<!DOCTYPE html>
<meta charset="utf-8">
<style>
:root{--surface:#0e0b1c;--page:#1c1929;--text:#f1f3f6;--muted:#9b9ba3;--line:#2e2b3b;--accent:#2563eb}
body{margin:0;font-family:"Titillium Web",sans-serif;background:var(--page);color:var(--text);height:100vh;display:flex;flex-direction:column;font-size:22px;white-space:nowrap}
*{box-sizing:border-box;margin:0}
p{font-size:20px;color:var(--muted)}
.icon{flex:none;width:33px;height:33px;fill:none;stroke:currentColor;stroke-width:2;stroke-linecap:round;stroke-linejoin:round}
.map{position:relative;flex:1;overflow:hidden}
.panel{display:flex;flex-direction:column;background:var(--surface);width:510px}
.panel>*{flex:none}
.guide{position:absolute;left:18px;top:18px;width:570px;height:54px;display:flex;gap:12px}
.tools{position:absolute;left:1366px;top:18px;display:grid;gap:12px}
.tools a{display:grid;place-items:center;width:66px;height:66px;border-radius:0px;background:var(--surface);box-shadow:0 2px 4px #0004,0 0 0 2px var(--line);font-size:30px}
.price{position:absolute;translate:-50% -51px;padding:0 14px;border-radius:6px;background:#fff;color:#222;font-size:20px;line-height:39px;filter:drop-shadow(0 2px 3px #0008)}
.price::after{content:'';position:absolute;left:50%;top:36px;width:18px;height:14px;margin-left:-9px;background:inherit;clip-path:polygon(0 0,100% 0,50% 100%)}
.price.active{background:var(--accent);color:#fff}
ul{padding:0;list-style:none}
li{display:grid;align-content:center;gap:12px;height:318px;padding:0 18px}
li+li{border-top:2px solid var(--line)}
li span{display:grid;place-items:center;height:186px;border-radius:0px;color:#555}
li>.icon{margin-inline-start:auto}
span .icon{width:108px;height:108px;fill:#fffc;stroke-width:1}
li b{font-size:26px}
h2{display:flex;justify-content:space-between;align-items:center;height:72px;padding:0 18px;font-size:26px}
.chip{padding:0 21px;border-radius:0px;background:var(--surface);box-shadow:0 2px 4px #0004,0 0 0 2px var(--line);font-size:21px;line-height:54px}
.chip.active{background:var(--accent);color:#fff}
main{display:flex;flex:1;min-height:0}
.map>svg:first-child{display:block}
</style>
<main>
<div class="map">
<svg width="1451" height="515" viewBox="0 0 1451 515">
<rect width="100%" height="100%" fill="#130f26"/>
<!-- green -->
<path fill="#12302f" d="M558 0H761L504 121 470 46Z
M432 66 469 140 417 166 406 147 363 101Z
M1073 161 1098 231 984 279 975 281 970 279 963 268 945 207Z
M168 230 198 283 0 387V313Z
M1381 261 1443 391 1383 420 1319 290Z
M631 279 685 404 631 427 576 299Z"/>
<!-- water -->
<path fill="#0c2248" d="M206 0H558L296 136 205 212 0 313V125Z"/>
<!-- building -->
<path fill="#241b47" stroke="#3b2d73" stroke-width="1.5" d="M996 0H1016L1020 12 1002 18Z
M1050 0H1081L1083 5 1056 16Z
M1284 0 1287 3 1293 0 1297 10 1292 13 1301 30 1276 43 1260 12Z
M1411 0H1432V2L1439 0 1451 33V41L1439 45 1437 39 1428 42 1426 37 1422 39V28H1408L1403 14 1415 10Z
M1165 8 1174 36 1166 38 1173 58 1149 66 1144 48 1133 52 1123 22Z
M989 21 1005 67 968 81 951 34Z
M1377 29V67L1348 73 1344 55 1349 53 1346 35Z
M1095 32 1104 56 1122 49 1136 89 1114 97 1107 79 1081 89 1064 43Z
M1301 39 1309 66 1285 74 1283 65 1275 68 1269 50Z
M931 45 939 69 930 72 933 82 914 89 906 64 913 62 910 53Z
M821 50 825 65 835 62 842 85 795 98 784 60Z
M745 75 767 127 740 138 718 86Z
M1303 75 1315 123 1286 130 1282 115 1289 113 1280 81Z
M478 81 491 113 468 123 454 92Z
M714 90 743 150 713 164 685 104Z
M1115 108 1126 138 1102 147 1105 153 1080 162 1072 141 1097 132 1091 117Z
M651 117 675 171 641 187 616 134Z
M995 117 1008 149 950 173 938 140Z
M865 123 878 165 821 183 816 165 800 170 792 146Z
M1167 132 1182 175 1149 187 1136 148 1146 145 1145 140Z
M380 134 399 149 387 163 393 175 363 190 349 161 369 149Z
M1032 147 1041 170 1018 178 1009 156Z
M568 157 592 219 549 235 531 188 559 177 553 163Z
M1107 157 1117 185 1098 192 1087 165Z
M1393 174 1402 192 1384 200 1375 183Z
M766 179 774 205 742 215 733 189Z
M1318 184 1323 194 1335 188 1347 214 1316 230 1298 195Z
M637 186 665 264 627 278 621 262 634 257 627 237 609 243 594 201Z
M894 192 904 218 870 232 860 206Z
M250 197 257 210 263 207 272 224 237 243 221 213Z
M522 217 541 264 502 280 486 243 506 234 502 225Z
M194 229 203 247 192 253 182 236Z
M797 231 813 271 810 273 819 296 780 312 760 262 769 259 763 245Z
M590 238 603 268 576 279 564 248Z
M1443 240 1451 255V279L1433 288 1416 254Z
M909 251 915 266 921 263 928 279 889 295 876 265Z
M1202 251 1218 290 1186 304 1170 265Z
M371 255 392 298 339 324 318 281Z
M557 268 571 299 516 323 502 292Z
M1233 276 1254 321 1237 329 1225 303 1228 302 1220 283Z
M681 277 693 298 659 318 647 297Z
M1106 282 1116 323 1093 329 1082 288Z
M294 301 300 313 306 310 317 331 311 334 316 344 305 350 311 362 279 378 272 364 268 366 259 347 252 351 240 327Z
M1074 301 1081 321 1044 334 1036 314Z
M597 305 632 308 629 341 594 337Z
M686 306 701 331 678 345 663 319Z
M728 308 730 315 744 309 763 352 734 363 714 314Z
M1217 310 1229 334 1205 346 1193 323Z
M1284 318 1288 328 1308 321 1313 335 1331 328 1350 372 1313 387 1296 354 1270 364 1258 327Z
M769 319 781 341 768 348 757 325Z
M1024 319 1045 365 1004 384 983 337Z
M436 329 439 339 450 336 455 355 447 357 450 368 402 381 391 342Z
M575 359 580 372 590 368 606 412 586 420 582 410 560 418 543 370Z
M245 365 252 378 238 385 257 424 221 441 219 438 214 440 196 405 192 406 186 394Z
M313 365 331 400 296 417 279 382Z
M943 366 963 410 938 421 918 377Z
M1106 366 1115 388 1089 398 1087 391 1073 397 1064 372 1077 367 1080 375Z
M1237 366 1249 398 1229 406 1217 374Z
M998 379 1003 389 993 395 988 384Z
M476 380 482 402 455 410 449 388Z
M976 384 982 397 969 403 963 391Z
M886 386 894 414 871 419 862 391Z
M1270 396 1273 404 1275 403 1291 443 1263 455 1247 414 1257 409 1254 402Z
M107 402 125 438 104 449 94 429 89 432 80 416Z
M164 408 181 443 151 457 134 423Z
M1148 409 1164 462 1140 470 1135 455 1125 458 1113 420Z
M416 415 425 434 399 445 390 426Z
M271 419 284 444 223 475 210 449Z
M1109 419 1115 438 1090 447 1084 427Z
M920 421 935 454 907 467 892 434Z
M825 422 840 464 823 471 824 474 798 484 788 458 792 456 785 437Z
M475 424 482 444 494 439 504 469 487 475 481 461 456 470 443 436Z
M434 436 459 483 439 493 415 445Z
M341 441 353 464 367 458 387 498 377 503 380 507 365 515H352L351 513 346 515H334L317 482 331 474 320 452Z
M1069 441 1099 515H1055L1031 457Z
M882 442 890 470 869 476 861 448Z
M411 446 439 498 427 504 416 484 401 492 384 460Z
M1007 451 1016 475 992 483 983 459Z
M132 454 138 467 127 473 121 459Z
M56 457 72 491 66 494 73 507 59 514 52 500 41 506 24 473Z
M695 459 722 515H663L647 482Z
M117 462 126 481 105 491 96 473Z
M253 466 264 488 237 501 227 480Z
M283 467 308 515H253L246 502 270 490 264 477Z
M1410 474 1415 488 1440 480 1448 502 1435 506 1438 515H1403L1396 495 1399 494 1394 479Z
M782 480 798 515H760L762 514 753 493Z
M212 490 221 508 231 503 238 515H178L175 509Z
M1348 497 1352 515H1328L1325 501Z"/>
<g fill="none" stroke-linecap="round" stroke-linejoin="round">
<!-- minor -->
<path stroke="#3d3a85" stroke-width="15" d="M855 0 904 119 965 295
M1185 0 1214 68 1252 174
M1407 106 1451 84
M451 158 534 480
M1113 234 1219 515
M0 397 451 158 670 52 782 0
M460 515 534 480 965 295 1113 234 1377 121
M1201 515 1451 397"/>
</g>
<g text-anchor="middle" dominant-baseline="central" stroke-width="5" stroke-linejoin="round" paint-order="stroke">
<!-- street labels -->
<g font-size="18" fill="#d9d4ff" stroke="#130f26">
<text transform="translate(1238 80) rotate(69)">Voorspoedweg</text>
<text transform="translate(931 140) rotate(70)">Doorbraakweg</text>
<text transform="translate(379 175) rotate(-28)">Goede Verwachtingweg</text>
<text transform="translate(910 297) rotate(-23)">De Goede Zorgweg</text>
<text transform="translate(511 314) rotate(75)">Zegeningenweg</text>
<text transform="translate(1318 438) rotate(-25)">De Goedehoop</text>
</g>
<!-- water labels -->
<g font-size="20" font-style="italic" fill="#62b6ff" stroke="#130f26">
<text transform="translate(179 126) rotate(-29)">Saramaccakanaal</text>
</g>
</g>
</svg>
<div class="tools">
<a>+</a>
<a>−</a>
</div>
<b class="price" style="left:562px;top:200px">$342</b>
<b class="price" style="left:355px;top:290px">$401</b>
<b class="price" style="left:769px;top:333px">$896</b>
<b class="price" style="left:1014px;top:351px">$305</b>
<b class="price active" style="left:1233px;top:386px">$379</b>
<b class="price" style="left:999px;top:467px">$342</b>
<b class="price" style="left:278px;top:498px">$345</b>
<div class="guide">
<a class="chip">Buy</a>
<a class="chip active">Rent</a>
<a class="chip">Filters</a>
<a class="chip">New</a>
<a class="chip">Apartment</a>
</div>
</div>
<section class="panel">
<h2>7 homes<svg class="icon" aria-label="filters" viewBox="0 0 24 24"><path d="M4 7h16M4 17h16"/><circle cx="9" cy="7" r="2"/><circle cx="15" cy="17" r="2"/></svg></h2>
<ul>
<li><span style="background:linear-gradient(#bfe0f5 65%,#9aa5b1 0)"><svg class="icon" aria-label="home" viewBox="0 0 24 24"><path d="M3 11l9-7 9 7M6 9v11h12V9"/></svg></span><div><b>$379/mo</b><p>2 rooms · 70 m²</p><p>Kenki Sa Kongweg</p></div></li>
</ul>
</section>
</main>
++++++++++
* [THE PROBLEM]: Across the entries above, state how many lines include the string "direction", with no other text.

* [ANSWER BOX]: 2